Try it:
Output, without any change, the listing below from its opening line up to and including the line with "position:absolute; width:15px; height:30px;".
==== Exercise materials ====
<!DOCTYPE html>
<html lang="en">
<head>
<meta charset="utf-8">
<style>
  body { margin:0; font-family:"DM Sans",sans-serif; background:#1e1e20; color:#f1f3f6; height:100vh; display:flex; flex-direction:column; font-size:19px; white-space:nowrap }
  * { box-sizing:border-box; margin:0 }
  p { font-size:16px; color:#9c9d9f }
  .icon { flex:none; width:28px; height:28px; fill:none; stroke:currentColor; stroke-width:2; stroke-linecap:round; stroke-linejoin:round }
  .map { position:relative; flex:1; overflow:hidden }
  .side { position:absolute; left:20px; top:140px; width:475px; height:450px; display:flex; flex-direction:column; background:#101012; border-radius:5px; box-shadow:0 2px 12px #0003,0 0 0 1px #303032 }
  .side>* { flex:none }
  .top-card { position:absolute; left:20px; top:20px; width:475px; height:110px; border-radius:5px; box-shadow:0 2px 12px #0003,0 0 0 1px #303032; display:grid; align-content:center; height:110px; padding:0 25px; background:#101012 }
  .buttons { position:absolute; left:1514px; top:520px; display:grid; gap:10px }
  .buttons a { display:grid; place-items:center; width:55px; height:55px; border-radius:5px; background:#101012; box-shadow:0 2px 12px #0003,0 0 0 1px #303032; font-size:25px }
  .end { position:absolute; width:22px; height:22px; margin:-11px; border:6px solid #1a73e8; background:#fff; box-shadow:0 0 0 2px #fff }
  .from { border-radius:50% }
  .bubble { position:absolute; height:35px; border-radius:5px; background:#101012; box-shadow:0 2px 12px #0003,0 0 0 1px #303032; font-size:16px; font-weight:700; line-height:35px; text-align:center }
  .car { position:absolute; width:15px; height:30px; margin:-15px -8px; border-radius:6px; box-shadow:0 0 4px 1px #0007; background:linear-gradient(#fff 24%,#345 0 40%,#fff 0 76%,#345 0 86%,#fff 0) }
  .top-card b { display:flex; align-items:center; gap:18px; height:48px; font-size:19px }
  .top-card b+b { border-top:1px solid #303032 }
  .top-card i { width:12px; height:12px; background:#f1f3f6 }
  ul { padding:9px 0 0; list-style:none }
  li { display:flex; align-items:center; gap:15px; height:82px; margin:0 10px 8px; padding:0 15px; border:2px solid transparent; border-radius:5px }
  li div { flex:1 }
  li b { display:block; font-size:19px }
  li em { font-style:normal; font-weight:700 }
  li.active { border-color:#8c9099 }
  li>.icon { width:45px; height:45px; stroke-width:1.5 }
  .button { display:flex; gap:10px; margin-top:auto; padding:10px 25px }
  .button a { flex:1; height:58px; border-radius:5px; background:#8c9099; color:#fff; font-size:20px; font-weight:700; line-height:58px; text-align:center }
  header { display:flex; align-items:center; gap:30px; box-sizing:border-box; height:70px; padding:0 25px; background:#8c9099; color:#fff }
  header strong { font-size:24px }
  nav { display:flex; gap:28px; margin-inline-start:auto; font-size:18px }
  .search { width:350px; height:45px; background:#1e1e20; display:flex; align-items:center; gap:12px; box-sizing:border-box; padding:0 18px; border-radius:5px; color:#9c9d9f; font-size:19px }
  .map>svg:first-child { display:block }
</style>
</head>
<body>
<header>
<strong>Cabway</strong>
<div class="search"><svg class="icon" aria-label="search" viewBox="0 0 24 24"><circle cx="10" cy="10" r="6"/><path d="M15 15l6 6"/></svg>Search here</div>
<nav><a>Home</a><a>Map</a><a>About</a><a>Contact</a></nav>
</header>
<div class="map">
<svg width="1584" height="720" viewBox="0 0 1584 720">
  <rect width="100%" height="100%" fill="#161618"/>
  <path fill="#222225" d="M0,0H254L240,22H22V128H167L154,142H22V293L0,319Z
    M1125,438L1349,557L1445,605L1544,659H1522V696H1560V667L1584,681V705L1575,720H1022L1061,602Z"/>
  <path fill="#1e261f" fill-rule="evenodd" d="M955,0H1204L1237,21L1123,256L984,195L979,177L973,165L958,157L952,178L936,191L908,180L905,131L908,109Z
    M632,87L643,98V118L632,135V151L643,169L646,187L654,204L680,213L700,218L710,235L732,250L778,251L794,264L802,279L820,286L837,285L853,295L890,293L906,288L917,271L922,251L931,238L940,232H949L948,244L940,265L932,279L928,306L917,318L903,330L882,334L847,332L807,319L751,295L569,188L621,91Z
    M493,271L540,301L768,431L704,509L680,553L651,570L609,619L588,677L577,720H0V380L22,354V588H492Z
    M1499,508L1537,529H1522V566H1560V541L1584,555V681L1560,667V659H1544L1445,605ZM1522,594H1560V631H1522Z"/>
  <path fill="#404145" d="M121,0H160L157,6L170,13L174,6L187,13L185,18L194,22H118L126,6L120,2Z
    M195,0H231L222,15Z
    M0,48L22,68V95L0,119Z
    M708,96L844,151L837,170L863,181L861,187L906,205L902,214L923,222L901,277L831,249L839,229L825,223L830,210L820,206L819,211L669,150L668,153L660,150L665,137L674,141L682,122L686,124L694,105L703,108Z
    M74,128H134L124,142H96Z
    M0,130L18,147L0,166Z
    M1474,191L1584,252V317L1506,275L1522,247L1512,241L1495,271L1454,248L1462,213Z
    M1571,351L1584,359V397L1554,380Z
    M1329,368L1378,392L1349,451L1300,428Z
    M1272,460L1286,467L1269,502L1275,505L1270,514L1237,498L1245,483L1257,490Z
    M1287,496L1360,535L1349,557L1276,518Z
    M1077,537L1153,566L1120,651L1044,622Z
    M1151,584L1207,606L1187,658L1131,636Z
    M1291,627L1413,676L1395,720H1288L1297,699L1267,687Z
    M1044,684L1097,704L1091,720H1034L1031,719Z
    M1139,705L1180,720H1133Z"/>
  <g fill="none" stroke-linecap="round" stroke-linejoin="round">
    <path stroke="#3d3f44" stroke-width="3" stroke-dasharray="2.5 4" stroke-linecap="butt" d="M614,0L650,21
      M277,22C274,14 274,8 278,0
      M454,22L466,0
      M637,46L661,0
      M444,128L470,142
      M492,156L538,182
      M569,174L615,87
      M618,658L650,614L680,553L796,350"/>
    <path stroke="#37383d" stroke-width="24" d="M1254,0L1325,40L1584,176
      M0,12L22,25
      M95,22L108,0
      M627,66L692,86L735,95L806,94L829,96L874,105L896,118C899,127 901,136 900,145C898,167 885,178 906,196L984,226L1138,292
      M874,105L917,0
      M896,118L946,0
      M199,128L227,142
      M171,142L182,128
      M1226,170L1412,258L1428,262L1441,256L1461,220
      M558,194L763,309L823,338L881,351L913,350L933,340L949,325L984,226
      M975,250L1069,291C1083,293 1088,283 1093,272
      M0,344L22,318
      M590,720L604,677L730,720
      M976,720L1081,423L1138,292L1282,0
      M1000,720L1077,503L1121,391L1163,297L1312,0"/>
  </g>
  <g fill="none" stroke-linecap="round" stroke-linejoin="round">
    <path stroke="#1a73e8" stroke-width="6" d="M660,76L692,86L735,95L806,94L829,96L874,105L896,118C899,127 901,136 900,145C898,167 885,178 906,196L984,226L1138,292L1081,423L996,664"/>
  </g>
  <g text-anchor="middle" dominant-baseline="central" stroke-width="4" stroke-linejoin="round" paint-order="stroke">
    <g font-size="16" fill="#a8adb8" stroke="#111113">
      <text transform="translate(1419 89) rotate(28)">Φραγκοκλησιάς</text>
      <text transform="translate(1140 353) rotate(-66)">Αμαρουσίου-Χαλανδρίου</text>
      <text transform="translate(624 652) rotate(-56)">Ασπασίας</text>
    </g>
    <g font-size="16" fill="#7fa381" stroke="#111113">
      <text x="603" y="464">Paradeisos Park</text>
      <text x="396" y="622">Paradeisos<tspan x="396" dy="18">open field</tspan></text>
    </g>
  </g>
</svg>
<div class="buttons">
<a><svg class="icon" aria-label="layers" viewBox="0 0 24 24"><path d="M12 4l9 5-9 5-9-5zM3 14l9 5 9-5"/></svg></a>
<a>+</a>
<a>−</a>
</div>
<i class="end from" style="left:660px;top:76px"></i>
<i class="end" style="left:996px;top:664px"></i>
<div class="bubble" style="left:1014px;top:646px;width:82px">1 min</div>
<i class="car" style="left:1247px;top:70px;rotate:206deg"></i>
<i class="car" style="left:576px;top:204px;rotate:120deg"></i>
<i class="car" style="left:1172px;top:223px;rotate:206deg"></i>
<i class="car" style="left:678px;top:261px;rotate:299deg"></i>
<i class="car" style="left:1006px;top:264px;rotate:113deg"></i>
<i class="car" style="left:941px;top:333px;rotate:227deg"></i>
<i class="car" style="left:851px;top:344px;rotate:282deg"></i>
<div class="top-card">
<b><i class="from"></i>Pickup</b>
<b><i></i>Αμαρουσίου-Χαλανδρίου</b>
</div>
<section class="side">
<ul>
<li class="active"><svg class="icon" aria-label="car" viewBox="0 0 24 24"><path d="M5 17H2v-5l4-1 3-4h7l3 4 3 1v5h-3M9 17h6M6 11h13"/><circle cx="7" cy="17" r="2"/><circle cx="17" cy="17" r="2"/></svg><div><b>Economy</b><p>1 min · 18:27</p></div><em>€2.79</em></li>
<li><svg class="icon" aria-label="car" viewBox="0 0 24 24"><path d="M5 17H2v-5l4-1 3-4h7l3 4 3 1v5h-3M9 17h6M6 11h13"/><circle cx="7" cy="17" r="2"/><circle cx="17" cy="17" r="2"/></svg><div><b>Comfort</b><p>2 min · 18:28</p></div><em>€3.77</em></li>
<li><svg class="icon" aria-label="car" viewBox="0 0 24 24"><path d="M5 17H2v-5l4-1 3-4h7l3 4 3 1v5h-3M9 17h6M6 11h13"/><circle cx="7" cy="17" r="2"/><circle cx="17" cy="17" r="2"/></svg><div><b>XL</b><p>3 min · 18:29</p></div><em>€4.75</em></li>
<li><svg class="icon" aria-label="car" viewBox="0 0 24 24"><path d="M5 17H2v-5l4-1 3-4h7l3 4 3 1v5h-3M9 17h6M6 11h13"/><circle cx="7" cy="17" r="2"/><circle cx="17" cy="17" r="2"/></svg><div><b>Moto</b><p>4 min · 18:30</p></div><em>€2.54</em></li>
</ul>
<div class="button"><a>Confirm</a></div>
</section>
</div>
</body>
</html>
====
Exercise result:
<!DOCTYPE html>
<html lang="en">
<head>
<meta charset="utf-8">
<style>
  body { margin:0; font-family:"DM Sans",sans-serif; background:#1e1e20; color:#f1f3f6; height:100vh; display:flex; flex-direction:column; font-size:19px; white-space:nowrap }
  * { box-sizing:border-box; margin:0 }
  p { font-size:16px; color:#9c9d9f }
  .icon { flex:none; width:28px; height:28px; fill:none; stroke:currentColor; stroke-width:2; stroke-linecap:round; stroke-linejoin:round }
  .map { position:relative; flex:1; overflow:hidden }
  .side { position:absolute; left:20px; top:140px; width:475px; height:450px; display:flex; flex-direction:column; background:#101012; border-radius:5px; box-shadow:0 2px 12px #0003,0 0 0 1px #303032 }
  .side>* { flex:none }
  .top-card { position:absolute; left:20px; top:20px; width:475px; height:110px; border-radius:5px; box-shadow:0 2px 12px #0003,0 0 0 1px #303032; display:grid; align-content:center; height:110px; padding:0 25px; background:#101012 }
  .buttons { position:absolute; left:1514px; top:520px; display:grid; gap:10px }
  .buttons a { display:grid; place-items:center; width:55px; height:55px; border-radius:5px; background:#101012; box-shadow:0 2px 12px #0003,0 0 0 1px #303032; font-size:25px }
  .end { position:absolute; width:22px; height:22px; margin:-11px; border:6px solid #1a73e8; background:#fff; box-shadow:0 0 0 2px #fff }
  .from { border-radius:50% }
  .bubble { position:absolute; height:35px; border-radius:5px; background:#101012; box-shadow:0 2px 12px #0003,0 0 0 1px #303032; font-size:16px; font-weight:700; line-height:35px; text-align:center }
  .car { position:absolute; width:15px; height:30px; margin:-15px -8px; border-radius:6px; box-shadow:0 0 4px 1px #0007; background:linear-gradient(#fff 24%,#345 0 40%,#fff 0 76%,#345 0 86%,#fff 0) }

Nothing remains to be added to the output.